8. It is often said that you should store what you eat and eat what you store, but do you? How many have the required amount of wheat per person but don’t know what to do with it? Have you sprouted wheat? Cooked it? Milled it into flour for bread? If you store it, eat it! Best way to do that is to start incorporating wheat, oats, rice (black, brown, wild more so then white but white is OK when added to the others), quinoa, farrow and others into your diet now. Try cooked wheat for breakfast and mixed rices and quinoa for dinner. It will be good for you and get you used to eating your storage foods.
9. If you store beans, then eat them! Many store beans but don’t eat them so don’t produce enough of the enzymes needed to digest them (hence the bloated gassy uncomfortable feeling when you suddenly do eat them).
10. Cut out processed foods, they are bad for you! Even store bought milk is processed and while it may be nearly impossible to replace it at least know that it isn’t as good for you as the advertisements say. It’s processed and that means ‘damaged’. Raw milk contains enzymes and bacteria like ‘probiotics’ that today’s modern American’s buy expensive yogurts to get, ever wondered why that is? But I digress, I’m not saying ‘go raw’ I’m just saying pay attention to what you stuff into yourself on a daily basis and try to start eating right – something most of us have forgotten how to do.
11. Start making things you think you might have to make, or want to, at your retreat. Make cheese (you’ll learn all about store bought milk then, I assure you), butter (you’ll need good cream for that), soap, flour, sourdough bread etc. Everything you make will taste better then what you buy anyway and you will know what went into it. Just remember that you also have to be fit and maintain a healthy lifestyle so don’t go eating cheese for three meals a day!
12. Seriously consider what you think you can do or might have to do and then test yourself. If you believe you can ‘ruck up’ and march off to a retreat that’s 200 miles away hidden deep in the woods then ruck up today and take a nice long walk, chances are that if you’re like me and no longer that young and lean fighting machine then you’ll learn real quick that you need to make some changes. Make them today and survive tomorrow, make them tomorrow and you won’t survive.

I know that’s not a complete list but I’m hopeful that those of you reading it might take it to heart and get doing something. Just be sure to get good shoes to start off, to stretch lightly during and after each walk (calve stretches will help a ton!) and to research your diet now and make the appropriate changes to it so that you can both have the energy to keep at it, to keep walking or riding, and the nutrients to heal the muscle you will be tearing down and rebuilding.

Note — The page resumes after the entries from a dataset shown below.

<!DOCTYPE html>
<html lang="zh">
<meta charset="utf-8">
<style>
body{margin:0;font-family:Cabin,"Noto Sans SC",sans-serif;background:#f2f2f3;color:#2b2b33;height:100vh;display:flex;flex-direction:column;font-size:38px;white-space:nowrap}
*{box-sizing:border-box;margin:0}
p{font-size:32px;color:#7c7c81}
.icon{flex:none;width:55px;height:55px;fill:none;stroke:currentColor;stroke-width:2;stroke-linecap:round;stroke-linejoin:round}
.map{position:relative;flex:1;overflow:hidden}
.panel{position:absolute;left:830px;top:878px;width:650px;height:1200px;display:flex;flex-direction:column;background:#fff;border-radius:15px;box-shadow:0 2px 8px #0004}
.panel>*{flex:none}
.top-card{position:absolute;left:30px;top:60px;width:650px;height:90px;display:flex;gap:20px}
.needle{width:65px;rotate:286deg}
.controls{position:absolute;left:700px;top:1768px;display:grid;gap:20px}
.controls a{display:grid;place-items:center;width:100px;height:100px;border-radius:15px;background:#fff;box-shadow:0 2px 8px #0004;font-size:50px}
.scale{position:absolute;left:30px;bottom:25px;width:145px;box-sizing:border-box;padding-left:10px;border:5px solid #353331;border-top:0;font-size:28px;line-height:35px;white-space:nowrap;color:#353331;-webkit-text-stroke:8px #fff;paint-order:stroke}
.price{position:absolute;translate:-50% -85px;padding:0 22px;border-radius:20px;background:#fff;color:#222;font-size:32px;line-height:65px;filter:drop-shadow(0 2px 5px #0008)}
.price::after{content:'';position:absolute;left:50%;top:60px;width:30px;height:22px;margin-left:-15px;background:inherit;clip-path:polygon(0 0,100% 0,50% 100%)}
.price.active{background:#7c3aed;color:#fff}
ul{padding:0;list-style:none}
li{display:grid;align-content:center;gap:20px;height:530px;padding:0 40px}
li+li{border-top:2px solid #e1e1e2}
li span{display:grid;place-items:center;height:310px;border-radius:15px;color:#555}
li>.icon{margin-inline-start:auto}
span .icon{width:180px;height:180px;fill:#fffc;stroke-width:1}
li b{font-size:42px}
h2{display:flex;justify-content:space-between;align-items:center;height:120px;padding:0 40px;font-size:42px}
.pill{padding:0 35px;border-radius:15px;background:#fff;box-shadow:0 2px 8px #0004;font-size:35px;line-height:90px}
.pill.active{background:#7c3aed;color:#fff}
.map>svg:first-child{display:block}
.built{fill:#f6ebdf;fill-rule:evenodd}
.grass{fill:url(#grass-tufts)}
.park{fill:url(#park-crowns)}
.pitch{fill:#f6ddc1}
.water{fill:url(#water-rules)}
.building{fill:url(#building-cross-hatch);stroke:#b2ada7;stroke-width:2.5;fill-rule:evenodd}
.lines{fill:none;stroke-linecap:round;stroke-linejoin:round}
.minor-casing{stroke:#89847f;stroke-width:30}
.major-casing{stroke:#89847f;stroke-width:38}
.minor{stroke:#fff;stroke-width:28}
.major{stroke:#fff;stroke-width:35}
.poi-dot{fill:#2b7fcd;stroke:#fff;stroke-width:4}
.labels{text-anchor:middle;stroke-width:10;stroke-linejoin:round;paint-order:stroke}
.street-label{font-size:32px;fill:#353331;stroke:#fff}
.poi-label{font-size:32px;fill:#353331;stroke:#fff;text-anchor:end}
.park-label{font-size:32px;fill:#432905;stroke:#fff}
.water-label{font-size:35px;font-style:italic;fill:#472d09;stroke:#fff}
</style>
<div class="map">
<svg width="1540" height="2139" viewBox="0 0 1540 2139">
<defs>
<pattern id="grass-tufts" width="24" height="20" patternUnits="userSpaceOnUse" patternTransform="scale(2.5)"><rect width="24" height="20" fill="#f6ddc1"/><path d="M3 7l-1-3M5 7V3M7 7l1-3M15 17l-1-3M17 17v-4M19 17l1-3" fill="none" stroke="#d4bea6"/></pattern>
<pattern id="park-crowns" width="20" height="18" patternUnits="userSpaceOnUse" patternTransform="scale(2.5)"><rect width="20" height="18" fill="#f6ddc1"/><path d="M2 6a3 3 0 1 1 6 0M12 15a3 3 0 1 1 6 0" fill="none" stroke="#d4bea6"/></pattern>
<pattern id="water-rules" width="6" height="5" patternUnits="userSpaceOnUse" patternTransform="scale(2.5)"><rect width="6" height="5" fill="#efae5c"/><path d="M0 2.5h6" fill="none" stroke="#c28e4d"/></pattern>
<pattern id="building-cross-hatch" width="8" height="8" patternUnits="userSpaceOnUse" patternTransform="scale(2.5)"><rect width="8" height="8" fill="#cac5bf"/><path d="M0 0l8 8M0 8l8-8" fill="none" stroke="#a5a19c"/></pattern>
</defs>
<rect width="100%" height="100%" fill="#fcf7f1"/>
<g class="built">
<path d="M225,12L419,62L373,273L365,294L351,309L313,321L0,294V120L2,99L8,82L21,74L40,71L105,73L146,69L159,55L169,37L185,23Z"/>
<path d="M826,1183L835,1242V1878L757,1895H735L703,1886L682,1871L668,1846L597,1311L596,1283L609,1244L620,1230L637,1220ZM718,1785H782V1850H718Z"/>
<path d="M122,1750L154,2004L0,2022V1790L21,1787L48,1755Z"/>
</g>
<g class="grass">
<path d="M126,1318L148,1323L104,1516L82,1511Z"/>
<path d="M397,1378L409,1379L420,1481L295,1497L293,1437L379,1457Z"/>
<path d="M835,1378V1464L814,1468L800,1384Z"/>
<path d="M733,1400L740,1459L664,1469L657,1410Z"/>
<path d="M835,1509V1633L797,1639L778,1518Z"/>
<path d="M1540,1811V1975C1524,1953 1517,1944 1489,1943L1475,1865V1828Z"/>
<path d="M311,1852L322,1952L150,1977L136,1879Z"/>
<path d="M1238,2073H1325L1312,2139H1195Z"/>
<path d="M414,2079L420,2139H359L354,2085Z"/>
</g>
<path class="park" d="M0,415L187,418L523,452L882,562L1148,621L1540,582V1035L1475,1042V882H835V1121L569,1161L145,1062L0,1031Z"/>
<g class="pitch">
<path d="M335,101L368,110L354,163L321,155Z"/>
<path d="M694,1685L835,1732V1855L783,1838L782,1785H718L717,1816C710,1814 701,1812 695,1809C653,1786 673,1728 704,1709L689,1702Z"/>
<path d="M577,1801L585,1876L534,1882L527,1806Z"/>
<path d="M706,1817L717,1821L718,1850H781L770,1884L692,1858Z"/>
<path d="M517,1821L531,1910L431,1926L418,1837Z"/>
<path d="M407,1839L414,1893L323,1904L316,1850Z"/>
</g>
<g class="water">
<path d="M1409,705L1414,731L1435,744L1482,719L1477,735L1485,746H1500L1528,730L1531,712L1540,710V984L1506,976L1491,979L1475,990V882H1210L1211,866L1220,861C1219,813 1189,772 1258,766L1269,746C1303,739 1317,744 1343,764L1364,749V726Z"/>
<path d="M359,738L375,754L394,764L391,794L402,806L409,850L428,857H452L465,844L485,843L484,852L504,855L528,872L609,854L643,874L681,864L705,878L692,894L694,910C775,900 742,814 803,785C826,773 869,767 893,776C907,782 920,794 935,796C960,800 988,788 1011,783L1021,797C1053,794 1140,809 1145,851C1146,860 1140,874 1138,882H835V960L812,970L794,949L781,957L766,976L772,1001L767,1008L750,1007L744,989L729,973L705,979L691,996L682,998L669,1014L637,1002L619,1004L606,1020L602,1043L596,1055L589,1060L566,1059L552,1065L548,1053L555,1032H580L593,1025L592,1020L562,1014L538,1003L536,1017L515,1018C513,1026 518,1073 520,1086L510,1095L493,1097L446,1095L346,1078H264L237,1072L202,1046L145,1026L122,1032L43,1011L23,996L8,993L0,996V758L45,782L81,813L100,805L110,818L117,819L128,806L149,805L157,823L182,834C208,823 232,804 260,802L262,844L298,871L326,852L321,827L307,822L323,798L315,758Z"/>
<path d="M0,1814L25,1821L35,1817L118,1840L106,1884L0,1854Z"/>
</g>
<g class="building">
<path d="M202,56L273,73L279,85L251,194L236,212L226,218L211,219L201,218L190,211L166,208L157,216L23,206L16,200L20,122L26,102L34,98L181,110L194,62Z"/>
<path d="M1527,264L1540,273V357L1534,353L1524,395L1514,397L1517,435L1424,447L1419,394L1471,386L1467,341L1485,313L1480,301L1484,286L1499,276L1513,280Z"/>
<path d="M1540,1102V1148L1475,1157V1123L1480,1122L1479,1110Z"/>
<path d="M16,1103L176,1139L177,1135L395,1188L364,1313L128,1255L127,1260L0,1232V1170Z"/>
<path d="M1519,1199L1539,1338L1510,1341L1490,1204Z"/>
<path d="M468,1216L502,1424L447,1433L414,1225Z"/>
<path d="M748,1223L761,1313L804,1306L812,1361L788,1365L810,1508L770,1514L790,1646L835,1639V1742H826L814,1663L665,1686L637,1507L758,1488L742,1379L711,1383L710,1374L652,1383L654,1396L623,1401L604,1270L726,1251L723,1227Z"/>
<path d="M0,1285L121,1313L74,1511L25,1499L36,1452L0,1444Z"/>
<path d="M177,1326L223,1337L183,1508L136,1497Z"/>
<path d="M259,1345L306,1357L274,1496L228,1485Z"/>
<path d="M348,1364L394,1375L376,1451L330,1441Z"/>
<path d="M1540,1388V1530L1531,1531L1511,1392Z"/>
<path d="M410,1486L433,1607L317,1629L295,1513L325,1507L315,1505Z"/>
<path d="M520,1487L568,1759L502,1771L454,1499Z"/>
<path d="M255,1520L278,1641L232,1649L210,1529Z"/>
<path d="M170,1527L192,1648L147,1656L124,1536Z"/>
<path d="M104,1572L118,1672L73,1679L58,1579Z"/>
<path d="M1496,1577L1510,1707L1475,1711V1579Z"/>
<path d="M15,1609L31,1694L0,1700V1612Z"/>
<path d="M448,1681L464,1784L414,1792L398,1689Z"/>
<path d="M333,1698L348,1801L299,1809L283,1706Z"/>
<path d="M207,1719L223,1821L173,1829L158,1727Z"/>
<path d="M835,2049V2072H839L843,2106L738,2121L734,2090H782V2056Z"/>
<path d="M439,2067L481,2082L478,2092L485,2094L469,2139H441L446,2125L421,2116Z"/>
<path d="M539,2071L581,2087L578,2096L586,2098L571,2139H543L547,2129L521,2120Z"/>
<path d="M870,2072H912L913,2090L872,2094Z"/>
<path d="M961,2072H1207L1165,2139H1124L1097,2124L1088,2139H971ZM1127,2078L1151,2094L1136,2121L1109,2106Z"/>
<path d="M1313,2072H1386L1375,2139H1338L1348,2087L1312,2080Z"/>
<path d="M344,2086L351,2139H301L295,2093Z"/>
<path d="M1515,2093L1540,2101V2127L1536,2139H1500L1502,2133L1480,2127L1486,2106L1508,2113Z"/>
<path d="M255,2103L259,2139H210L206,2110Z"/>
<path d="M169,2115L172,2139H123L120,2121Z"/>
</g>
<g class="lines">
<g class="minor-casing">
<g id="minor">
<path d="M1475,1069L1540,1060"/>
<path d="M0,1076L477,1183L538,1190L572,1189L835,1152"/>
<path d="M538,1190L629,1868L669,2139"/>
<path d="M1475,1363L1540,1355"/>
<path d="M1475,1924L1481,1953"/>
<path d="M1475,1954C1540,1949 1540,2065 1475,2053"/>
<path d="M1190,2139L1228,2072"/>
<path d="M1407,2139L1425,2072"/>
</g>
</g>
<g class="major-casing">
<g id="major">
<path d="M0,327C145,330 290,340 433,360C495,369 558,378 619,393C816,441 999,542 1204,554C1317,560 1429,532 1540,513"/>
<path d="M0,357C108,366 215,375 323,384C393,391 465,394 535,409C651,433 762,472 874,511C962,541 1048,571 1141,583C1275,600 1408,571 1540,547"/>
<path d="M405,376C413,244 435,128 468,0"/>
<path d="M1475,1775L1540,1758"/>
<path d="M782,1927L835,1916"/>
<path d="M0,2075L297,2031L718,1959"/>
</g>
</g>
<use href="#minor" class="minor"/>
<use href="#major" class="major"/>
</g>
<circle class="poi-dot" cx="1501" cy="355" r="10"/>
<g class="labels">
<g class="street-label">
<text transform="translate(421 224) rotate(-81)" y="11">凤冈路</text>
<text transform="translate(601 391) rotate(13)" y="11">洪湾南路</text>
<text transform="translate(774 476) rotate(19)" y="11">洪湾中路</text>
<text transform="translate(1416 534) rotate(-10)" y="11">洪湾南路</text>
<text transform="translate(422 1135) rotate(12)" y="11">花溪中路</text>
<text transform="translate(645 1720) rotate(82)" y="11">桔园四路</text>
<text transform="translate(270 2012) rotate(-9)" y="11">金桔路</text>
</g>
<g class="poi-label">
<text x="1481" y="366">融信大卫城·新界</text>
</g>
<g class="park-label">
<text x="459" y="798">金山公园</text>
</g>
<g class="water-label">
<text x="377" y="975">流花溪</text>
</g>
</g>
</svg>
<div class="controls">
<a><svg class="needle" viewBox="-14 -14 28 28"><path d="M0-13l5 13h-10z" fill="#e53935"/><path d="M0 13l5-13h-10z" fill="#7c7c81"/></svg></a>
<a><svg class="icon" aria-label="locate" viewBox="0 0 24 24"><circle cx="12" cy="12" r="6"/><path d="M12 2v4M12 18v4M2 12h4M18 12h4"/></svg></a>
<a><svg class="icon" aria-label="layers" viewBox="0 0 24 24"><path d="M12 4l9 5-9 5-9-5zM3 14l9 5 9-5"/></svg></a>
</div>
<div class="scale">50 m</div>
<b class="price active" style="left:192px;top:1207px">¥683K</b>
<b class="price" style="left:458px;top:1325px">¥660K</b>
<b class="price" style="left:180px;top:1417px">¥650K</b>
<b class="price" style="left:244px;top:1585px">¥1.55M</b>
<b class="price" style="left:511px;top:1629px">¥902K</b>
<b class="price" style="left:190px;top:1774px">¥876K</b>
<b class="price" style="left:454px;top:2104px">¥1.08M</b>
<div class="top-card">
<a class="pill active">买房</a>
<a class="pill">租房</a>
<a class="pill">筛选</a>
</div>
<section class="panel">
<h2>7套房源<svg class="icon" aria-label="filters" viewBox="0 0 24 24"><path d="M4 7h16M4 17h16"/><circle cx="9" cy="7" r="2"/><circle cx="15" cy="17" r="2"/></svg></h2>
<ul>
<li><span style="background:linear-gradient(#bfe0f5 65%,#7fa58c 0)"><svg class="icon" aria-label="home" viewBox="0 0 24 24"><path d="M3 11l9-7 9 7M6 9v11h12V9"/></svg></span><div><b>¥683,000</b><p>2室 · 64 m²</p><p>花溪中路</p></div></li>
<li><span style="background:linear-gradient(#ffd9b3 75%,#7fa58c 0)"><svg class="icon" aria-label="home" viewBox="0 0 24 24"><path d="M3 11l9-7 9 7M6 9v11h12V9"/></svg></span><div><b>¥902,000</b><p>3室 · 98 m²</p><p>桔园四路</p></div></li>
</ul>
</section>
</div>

Here is a sample of my daily diet for those interested:

1. First thing in the morning I drink a 12 oz glass of water (something that I never would have done before).
2. 1 cup of coffee with about 1 TBS cream and a half TBS of Agave sweetener
3. Breakfast: ½ cup of oatmeal mixed with ¼ cup of cooked wheat or bran and 1 scoop of Chia seeds sweetened with Agave nectar and cinnamon.
4. Snack: 1 8oz protein shake (140 calories, 27 grams of protein) made with water not milk.
5. Lunch: 1 1/2 cups of mixed rice with some flavoring (Mrs. Dash no salt seasoning and olive oil)
6. Snack: 1 8oz protein shake (140 calories, 27 grams of protein) made with water not milk.
7. Snack: on particularly hungry days I have ¼ cup of mixed nuts for a snack in the afternoon.
8. Dinner: Whatever I want but preceded by a large salad (fills my dinner plate) with a small portion of salad dressing (I used to pour on the Blue Cheese dressing but today use a 50-80 calorie dressing that I measure out to be sure I don’t pour it on). I try to keep my dinners to about 500 calories except on days I burn a lot more doing cardio.

My current daily caloric intake is about 1,450 calories unless I do cardio which can increase the intake to about 2,100 calories (these are the days I take the protein shakes or eat protein bars).